Task details: Pull out every line below that contains the word "casing".

######

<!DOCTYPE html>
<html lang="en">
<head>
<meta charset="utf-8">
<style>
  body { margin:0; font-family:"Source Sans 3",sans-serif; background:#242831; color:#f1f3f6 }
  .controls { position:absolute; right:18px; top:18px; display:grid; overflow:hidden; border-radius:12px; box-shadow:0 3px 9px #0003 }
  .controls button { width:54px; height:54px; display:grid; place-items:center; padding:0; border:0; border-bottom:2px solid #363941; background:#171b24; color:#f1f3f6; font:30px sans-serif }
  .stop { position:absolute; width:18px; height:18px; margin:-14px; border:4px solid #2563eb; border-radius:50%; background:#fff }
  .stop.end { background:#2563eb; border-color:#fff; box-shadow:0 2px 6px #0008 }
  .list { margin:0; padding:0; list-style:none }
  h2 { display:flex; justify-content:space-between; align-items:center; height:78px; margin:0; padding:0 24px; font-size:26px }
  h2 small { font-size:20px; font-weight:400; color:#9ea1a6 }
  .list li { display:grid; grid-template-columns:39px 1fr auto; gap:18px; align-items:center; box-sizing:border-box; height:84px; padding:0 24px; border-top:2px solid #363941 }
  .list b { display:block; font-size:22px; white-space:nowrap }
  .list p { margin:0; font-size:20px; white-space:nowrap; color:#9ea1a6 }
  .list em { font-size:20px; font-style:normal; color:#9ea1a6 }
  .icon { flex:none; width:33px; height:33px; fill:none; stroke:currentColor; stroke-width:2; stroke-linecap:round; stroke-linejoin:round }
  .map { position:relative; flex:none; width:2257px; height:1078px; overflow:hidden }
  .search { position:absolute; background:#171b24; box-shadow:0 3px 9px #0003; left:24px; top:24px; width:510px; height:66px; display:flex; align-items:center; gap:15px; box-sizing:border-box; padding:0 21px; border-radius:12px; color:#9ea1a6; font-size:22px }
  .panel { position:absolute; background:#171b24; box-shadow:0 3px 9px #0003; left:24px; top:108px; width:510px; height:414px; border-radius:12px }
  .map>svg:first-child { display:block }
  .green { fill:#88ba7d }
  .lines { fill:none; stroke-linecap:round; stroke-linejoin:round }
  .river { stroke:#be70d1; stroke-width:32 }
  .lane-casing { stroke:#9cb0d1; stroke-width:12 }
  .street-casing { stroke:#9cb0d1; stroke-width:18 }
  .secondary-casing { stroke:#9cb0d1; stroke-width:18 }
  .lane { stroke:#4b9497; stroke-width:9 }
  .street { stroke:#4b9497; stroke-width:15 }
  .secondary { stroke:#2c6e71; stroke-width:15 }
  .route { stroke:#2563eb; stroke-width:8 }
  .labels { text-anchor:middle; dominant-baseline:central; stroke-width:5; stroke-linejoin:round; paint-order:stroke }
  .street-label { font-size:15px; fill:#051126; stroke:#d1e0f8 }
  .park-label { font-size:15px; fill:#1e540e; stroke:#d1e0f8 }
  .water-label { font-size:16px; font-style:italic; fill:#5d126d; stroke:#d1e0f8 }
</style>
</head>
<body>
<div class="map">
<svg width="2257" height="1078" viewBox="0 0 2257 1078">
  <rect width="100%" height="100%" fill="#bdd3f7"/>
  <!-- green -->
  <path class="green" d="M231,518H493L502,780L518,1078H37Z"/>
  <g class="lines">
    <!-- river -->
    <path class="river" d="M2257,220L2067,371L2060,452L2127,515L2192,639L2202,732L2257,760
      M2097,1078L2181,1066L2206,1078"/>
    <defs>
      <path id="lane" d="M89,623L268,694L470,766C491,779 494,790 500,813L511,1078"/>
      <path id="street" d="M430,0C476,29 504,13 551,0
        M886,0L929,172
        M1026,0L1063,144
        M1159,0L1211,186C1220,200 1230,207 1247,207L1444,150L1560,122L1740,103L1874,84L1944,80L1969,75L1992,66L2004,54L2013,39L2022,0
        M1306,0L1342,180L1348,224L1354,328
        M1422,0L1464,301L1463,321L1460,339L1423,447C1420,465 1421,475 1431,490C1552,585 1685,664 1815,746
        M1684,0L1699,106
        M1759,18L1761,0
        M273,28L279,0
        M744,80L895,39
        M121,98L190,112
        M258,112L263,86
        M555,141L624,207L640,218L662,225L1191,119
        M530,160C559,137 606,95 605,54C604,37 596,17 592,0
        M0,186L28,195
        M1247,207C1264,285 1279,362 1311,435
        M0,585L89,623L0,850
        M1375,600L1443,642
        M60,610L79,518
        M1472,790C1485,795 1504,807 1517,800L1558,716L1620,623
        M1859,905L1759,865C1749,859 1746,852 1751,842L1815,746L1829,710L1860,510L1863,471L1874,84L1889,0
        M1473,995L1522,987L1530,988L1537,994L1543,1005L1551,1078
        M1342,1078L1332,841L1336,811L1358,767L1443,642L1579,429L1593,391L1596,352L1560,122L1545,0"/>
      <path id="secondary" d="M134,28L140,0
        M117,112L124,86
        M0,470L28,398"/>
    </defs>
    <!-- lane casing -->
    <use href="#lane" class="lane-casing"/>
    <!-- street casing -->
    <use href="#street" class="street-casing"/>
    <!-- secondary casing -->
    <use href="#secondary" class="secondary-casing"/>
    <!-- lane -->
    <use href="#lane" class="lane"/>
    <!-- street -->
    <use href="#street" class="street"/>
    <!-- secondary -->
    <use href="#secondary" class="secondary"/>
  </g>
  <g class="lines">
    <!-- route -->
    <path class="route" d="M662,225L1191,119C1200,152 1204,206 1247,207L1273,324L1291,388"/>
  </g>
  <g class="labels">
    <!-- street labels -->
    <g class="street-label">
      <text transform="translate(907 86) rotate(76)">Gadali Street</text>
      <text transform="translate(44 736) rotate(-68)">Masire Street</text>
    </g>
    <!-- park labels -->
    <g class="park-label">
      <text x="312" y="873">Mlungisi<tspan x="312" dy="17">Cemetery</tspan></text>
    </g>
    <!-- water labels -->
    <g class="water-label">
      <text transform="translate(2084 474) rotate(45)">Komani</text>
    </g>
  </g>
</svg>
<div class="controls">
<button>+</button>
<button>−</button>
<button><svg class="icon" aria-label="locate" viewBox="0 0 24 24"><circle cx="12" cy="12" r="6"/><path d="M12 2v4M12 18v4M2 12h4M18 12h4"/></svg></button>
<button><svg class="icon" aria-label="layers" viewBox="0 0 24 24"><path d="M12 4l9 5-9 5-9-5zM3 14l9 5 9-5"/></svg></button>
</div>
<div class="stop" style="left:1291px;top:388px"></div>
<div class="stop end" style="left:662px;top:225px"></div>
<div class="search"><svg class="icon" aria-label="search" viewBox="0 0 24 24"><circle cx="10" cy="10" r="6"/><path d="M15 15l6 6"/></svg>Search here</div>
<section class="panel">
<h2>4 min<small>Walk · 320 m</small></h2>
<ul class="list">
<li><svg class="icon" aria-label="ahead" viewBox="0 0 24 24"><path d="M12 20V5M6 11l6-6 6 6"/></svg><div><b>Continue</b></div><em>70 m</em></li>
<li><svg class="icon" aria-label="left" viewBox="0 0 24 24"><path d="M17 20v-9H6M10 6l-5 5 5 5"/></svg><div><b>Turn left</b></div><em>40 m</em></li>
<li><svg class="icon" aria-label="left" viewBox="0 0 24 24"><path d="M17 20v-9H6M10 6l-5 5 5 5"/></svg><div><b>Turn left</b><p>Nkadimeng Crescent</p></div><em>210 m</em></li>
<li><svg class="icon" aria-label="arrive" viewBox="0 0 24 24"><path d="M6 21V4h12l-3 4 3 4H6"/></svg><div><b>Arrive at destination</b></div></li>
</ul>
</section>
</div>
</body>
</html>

######

Answer to the problem:
  .lane-casing { stroke:#9cb0d1; stroke-width:12 }
  .street-casing { stroke:#9cb0d1; stroke-width:18 }
  .secondary-casing { stroke:#9cb0d1; stroke-width:18 }
    <!-- lane casing -->
    <use href="#lane" class="lane-casing"/>
    <!-- street casing -->
    <use href="#street" class="street-casing"/>
    <!-- secondary casing -->
    <use href="#secondary" class="secondary-casing"/>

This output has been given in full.